Partygate has mired Westminster. And the news that more than 50 people have been fined, including the prime minister and the chancellor, for their attendance at gatherings amid the pandemic is causing ructions throughout the British political establishment. Of course it is terribly embarrassing for Boris Johnson and his chancellor Rishi Sunak. And the optics of a government partying away as it happily enforced isolation on the rest of the country for indefinite time periods is upsetting and hypocritical.

But there is a sense that much of the electorate and even Johnson’s most vociferous detractors in the Conservative Party have moved on somewhat. Whether this is true will be partially revealed in the upcoming local elections.
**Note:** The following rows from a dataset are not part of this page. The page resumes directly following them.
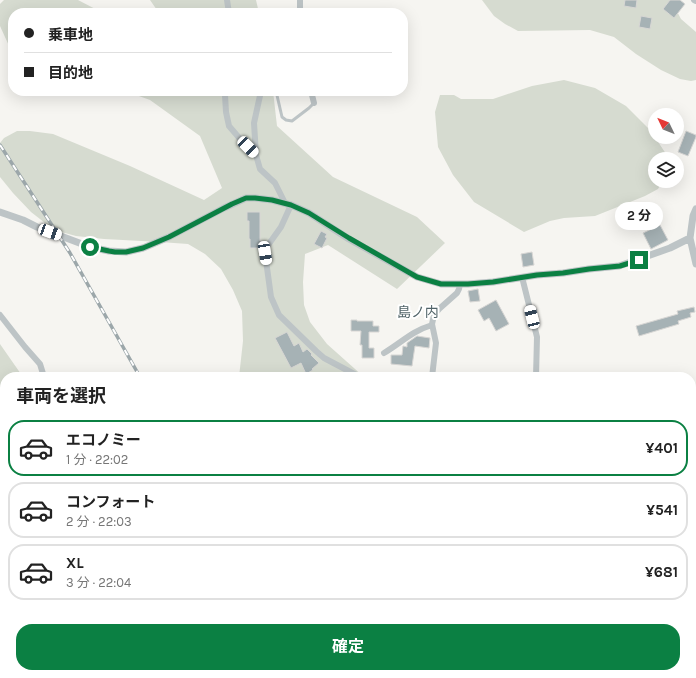 <!DOCTYPE html>
<html lang="ja">
<meta charset="utf-8">
<style>
:root{--surface:#fff;--page:#f2f2f2;--text:#222;--muted:#767676;--line:#e0e0e0;--accent:#0b8043}
body{margin:0;font-family:Karla,"Noto Sans JP",sans-serif;background:var(--page);color:var(--text);height:100vh;display:flex;flex-direction:column;font-size:15px;white-space:nowrap}
*{box-sizing:border-box;margin:0}
p{font-size:13px;color:var(--muted)}
.icon{flex:none;width:22px;height:22px;fill:none;stroke:currentColor;stroke-width:2;stroke-linecap:round;stroke-linejoin:round}
.map{position:relative;flex:1;overflow:hidden}
.side{position:absolute;left:0px;top:372px;width:696px;height:306px;display:flex;flex-direction:column;background:var(--surface);border-radius:16px 16px 0 0;box-shadow:0 4px 16px #0002}
.side>*{flex:none}
.guide{position:absolute;left:8px;top:8px;width:400px;height:88px;border-radius:16px;box-shadow:0 4px 16px #0002;display:grid;align-content:center;height:88px;padding:0 16px;background:var(--surface)}
.needle{width:26px;rotate:313deg}
.buttons{position:absolute;left:648px;top:108px;display:grid;gap:8px}
.buttons a{display:grid;place-items:center;width:36px;height:36px;border-radius:50%;background:var(--surface);box-shadow:0 4px 16px #0002;font-size:20px}
.end{position:absolute;width:18px;height:18px;margin:-9px;border:5px solid #0b8043;background:#fff;box-shadow:0 0 0 2px #fff}
.from{border-radius:50%}
.bubble{position:absolute;height:28px;border-radius:14px;background:var(--surface);box-shadow:0 4px 16px #0002;font-size:13px;font-weight:700;line-height:28px;text-align:center}
.car{position:absolute;width:12px;height:24px;margin:-12px -6px;border-radius:5px;box-shadow:0 0 3px 1px #0007;background:linear-gradient(#fff 24%,#345 0 40%,#fff 0 76%,#345 0 86%,#fff 0)}
.guide b{display:flex;align-items:center;gap:14px;height:38px;font-size:15px}
.guide b+b{border-top:1px solid var(--line)}
.guide i{width:10px;height:10px;background:var(--text)}
ul{padding:0;list-style:none}
li{display:flex;align-items:center;gap:12px;height:56px;margin:0 8px 6px;padding:0 8px;border:2px solid var(--line);border-radius:16px}
li div{flex:1}
li b{display:block;font-size:15px}
li em{font-style:normal;font-weight:700}
li.current{border-color:var(--accent)}
li>.icon{width:36px;height:36px;stroke-width:1.5}
h2{padding:0 16px;font-size:18px;line-height:48px}
.action{display:flex;gap:8px;margin-top:auto;padding:8px 16px}
.action a{flex:1;height:46px;border-radius:16px;background:var(--accent);color:#fff;font-size:16px;font-weight:700;line-height:46px;text-align:center}
.map>svg:first-child{display:block}
.green{fill:#d6dbd0}
.building{fill:#a6b2b5;stroke:#d7d6d4}
.lines{fill:none;stroke-linecap:round;stroke-linejoin:round}
.service{stroke:#bdc4c6;stroke-width:3}
.minor{stroke:#bdc4c6;stroke-width:6}
.tertiary{stroke:#bdc4c6;stroke-width:7}
.rail-casing{stroke:#9ca7aa;stroke-width:3.5}
.rail{stroke:#fff;stroke-width:2;stroke-dasharray:6;stroke-linecap:butt}
.route{stroke:#0b8043;stroke-width:5}
.labels{text-anchor:middle;dominant-baseline:central;stroke-width:4;stroke-linejoin:round;paint-order:stroke}
.quarter-label{font-size:14px;fill:#516469;stroke:#fff}
</style>
<div class="map">
<svg width="696" height="678" viewBox="0 0 696 678">
<rect width="100%" height="100%" fill="#f6f5f1"/>
<path class="green" d="M 4,0 L 78,0 L 103,13 L 13,13 L 13,49 L 10,48 L 0,26 L 0,4 Z
M 150,0 L 256,0 L 259,13 L 159,13 Z
M 482,0 L 671,0 L 681,19 L 696,32 L 696,80 L 691,81 L 680,79 L 661,70 L 636,54 L 614,37 L 590,30 L 518,31 L 505,24 L 494,16 Z
M 564,80 L 595,88 L 626,106 L 651,131 L 668,157 L 668,159 L 655,159 L 655,181 L 663,181 L 658,189 L 645,196 L 595,216 L 564,218 L 550,221 L 524,232 L 474,202 L 453,175 L 438,147 L 435,112 L 440,95 L 454,95 L 461,99 L 493,99 L 532,86 Z
M 125,91 L 273,91 L 277,126 L 333,177 L 417,217 L 445,243 L 397,289 L 328,245 L 305,254 L 303,282 L 304,305 L 310,322 L 327,344 L 364,377 L 239,377 L 243,341 L 242,311 L 233,290 L 221,269 L 205,254 L 188,244 L 160,242 L 104,239 L 76,236 L 54,230 L 31,212 L 13,193 L 0,177 L 0,143 L 4,138 L 17,131 L 30,131 L 53,134 L 130,166 L 204,200 L 222,188 L 200,136 L 150,100 Z
M 0,344 L 23,377 L 5,377 L 5,580 L 0,584 Z
M 691,426 L 692,431 L 696,440 L 696,551 L 691,552 Z"/>
<path class="building" d="M 625,0 L 637,0 L 636,8 L 624,6 Z
M 670,0 L 680,0 L 685,4 L 674,18 L 663,9 Z
M 641,16 L 652,18 L 650,29 L 639,27 Z
M 686,131 L 696,135 L 696,137 L 688,156 L 678,152 Z
M 247,212 L 260,212 L 260,241 L 261,241 L 261,248 L 250,248 L 250,239 L 249,239 L 249,221 L 247,221 Z
M 660,225 L 668,240 L 651,249 L 643,233 Z
M 321,231 L 327,234 L 325,237 L 327,238 L 322,248 L 314,244 Z
M 532,252 L 534,265 L 523,267 L 521,254 Z
M 478,289 L 480,301 L 470,302 L 468,291 Z
M 496,300 L 509,324 L 496,331 L 489,318 L 484,321 L 478,310 Z
M 694,307 L 695,312 L 690,313 L 691,317 L 678,321 L 679,324 L 639,336 L 636,326 L 678,314 L 677,311 Z
M 351,320 L 357,320 L 357,321 L 373,321 L 373,326 L 379,326 L 379,332 L 369,332 L 369,348 L 374,348 L 374,358 L 362,358 L 362,345 L 360,345 L 361,331 L 351,331 Z
M 287,332 L 294,346 L 299,343 L 303,352 L 307,349 L 312,354 L 311,355 L 319,363 L 312,369 L 313,370 L 306,374 L 301,363 L 291,368 L 275,338 Z
M 417,336 L 430,338 L 429,348 L 415,346 L 412,366 L 391,364 L 391,355 L 402,355 L 403,346 L 407,347 L 407,343 Z
M 657,673 L 678,673 L 690,675 L 690,678 L 656,678 Z"/>
<g class="lines">
<path class="service" d="M 276,91 L 282,117 L 286,120 L 292,121 L 309,108 L 314,103"/>
<path class="minor" d="M 227,0 L 229,13
M 694,0 L 696,1
M 300,13 L 300,0
M 226,91 L 225,95 L 226,112 L 229,126 L 241,140 L 256,155 L 260,169 L 275,183 L 285,203
M 311,91 L 314,103
M 256,155 L 254,123 L 261,91
M 291,205 L 281,227 L 266,248 L 265,253 L 271,297 L 279,315 L 316,351 L 324,358 L 360,377
M 522,277 L 537,337 L 536,377
M 0,315 L 25,347 L 40,364 L 44,377
M 384,353 C 401,343 412,331 432,325
M 432,377 L 436,343 L 432,324 L 434,315 L 439,309 L 457,293 L 459,289 L 460,284
M 691,475 L 696,469
M 691,591 L 696,590
M 410,673 L 414,678
M 523,673 L 526,678
M 442,678 L 449,673
M 462,678 L 464,673"/>
<path class="tertiary" d="M 696,209 L 693,216 L 690,238 L 696,264
M 0,212 L 23,220 L 37,227 L 90,247 L 109,251 L 126,252 L 143,248 L 169,237 L 224,208 L 246,198 L 255,198 L 272,200 L 291,205 L 309,213 L 349,239 L 417,277 L 441,284 L 468,284 L 493,282 L 537,275 L 563,273 L 589,269 L 619,266 L 639,259 L 670,248 L 690,238"/>
<defs>
<path id="rail" d="M 0,145 L 70,253 L 140,377"/>
</defs>
<use href="#rail" class="rail-casing"/>
<use href="#rail" class="rail"/>
</g>
<g class="lines">
<path class="route" d="M 90,247 L 109,251 L 115,252 L 126,252 L 143,248 L 169,237 L 232,204 L 246,198 L 255,198 L 272,200 L 291,205 L 309,213 L 349,238 L 417,277 L 441,284 L 468,284 L 493,282 L 537,275 L 563,273 L 589,269 L 620,266 L 639,260"/>
</g>
<g class="labels">
<g class="quarter-label">
<text x="418" y="312">島ノ内</text>
</g>
</g>
</svg>
<div class="buttons">
<a><svg class="needle" viewBox="-14 -14 28 28"><path d="M0-13l5 13h-10z" fill="#e53935"/><path d="M0 13l5-13h-10z" fill="#767676"/></svg></a>
<a><svg class="icon" aria-label="layers" viewBox="0 0 24 24"><path d="M12 4l9 5-9 5-9-5zM3 14l9 5 9-5"/></svg></a>
</div>
<i class="end from" style="left:90px;top:247px"></i>
<i class="end" style="left:639px;top:260px"></i>
<div class="bubble" style="left:615px;top:202px;width:48px">2 分</div>
<i class="car" style="left:248px;top:147px;rotate:135deg"></i>
<i class="car" style="left:50px;top:232px;rotate:110deg"></i>
<i class="car" style="left:265px;top:253px;rotate:171deg"></i>
<i class="car" style="left:532px;top:317px;rotate:346deg"></i>
<div class="guide">
<b><i class="from"></i>乗車地</b>
<b><i></i>目的地</b>
</div>
<section class="side">
<h2>車両を選択</h2>
<ul>
<li class="current"><svg class="icon" aria-label="car" viewBox="0 0 24 24"><path d="M5 17H2v-5l4-1 3-4h7l3 4 3 1v5h-3M9 17h6M6 11h13"/><circle cx="7" cy="17" r="2"/><circle cx="17" cy="17" r="2"/></svg><div><b>エコノミー</b><p>1 分 · 22:02</p></div><em>¥401</em></li>
<li><svg class="icon" aria-label="car" viewBox="0 0 24 24"><path d="M5 17H2v-5l4-1 3-4h7l3 4 3 1v5h-3M9 17h6M6 11h13"/><circle cx="7" cy="17" r="2"/><circle cx="17" cy="17" r="2"/></svg><div><b>コンフォート</b><p>2 分 · 22:03</p></div><em>¥541</em></li>
<li><svg class="icon" aria-label="car" viewBox="0 0 24 24"><path d="M5 17H2v-5l4-1 3-4h7l3 4 3 1v5h-3M9 17h6M6 11h13"/><circle cx="7" cy="17" r="2"/><circle cx="17" cy="17" r="2"/></svg><div><b>XL</b><p>3 分 · 22:04</p></div><em>¥681</em></li>
</ul>
<div class="action"><a>確定</a></div>
</section>
</div>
Until then the Conservatives are hiding behind a very convenient excuse. Now is not the time to dispose of Boris Johnson. There is a serious war under way, replete with accusations of war crimes, a growing refugee crisis, and distant threats of nuclear calamity. All of a sudden Schrödinger’s birthday party and questions of exactly who drank how many glasses of wine seem rather parochial in comparison. Ought the national priorities be elsewhere?

It may be a deeply cynical get-out. And Johnson is hardly a man deserving of the benefit of the doubt any more. Partygate has left an indelible stain on an already contemptuous administration. But it has also forced us all to consider our priorities, and to examine the proportionality of our behaviour. Maybe now is not actually the time to demand the resignation of a prime minister, no matter how hurtful and callous his wrongdoing.

Previous furore

It is hard not to be reminded of the furore unleashed over the Oireachtas Golf Society dinner in August 2020. The public reaction was largely the same: upset, outrage, righteous demands for justice and then ultimately a crowd who got bored and moved on to something else. But in Golfgate we lost all sense of proportion.

Partygate is the story of a government systematically disregarding the rules it was responsible for designing and enforcing every day. Golfgate was a singular incident deemed perfectly legal by a court. Partygate involves the prime minister, his closest aides, his wife and the chancellor. As has been pointed out several times, the Oireachtas Golf Society was hardly a gathering of the elite. It is already taking on a rather different tenor to Number 10’s indiscretions. But the public upset seemed no less potent because of it.

And when we turn our minds to the most high-profile and impactful resignation of the episode, that of the then European Union trade commissioner Phil Hogan, the foolishness of the response is thrown into even sharper relief. It is true that Hogan resigned as much due to his subsequent handling of the affair as due to his initial attendance at the event. But if the principle behind Partygate is that those who make the rules should not break the rules, then we might wonder if pushing Hogan off the ledge – a man who neither made the rules nor was ever charged with breaking them – was a rather inordinate response.

Lack of realpolitik

What Hogan did was in the very least misjudged. It is easy to see why anger was whipped up so quickly.

But Hogan was also one of Ireland's most powerful commissioners ever. He was capable of standing up to Britain's wanton disregard of diplomatic conventions amid Brexit. In effectively demanding his resignation Ireland took a hammer to its standing in the EU. The biggest problem with angry mobs is that they lack a capacity for realpolitik.

So they ought to be ignored. But coronavirus has engendered a public sphere dominated by moral inflexibility, an absence of nuance and no allowances for ambiguity. When Leo Varadkar attended a festival in the United Kingdom over the summer – in full compliance with laws and regulations – the reaction was as though he had been accused of serious criminal activity.

The pandemic has been a source of grief and seismic upsets to people’s lives. It is hardly surprising that the response of the crowd is to find someone to blame, and to turn the story into one of heroes and villains. Johnson probably deserves the political reckoning Partygate will bring.

But sometimes our best interests are not served by baying for blood. And when decency and charity leave the public discourse, everyone suffers.